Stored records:
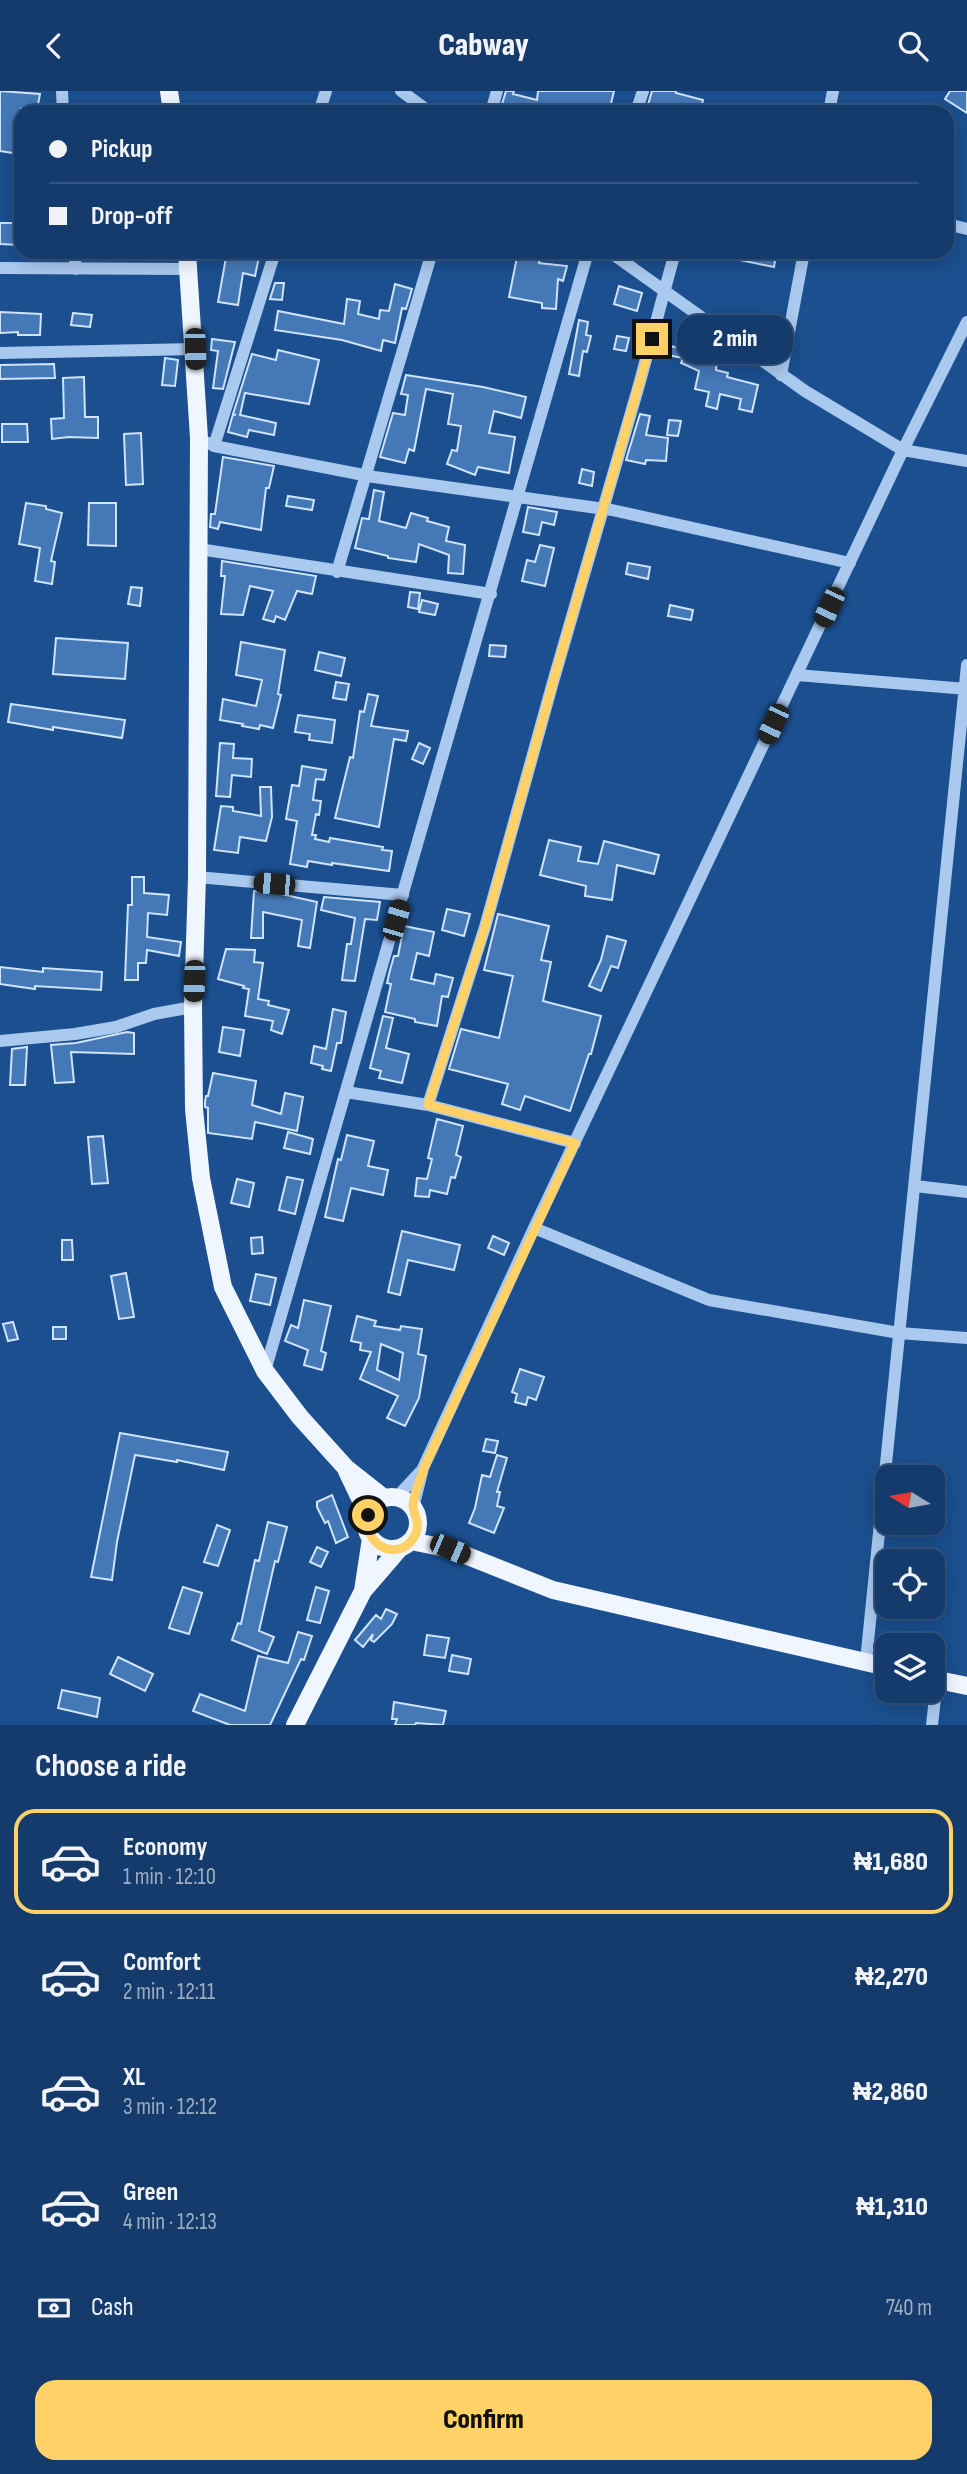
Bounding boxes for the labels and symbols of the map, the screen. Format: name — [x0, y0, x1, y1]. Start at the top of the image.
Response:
callout: 2 min — [676, 315, 792, 363]
route end — [636, 323, 668, 355]
car — [184, 328, 207, 370]
car — [811, 584, 848, 630]
car — [755, 701, 792, 747]
car — [253, 872, 296, 896]
car — [381, 897, 412, 943]
car — [183, 960, 206, 1002]
north arrow — [875, 1465, 945, 1535]
route start — [352, 1499, 384, 1531]
car — [427, 1531, 474, 1567]

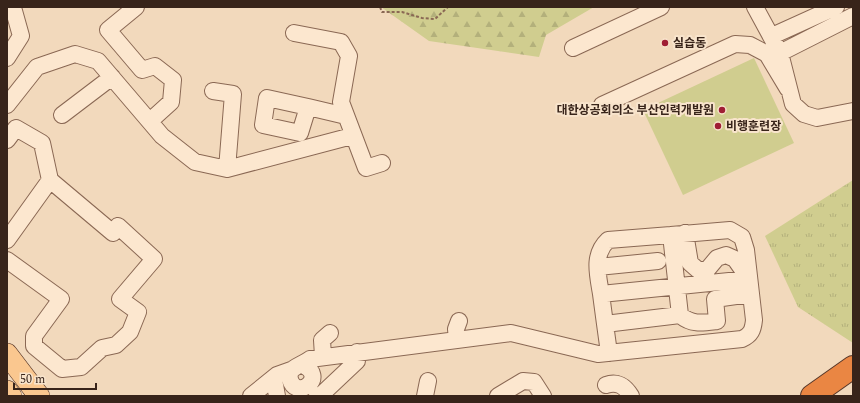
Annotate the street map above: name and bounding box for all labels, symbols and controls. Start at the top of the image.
place label: 실습동 [673,34,706,53]
marker: 실습동 [660,38,670,48]
place label: 대한상공회의소 부산인력개발원 [556,101,714,120]
marker: 대한상공회의소 부산인력개발원 [717,105,727,115]
place label: 비행훈련장 [726,117,781,136]
marker: 비행훈련장 [713,121,723,131]
scale bar [14,365,96,391]
text: 50 m [20,370,45,389]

- **What to work on**:
Please reproduce the closing stretch of the records, from the line with "Annotate the street" through the last line, exactly as it stands.

- **Your solution**:
Annotate the street map above: name and bounding box for all labels, symbols and controls. Start at the top of the image.
place label: 실습동 [673,34,706,53]
marker: 실습동 [660,38,670,48]
place label: 대한상공회의소 부산인력개발원 [556,101,714,120]
marker: 대한상공회의소 부산인력개발원 [717,105,727,115]
place label: 비행훈련장 [726,117,781,136]
marker: 비행훈련장 [713,121,723,131]
scale bar [14,365,96,391]
text: 50 m [20,370,45,389]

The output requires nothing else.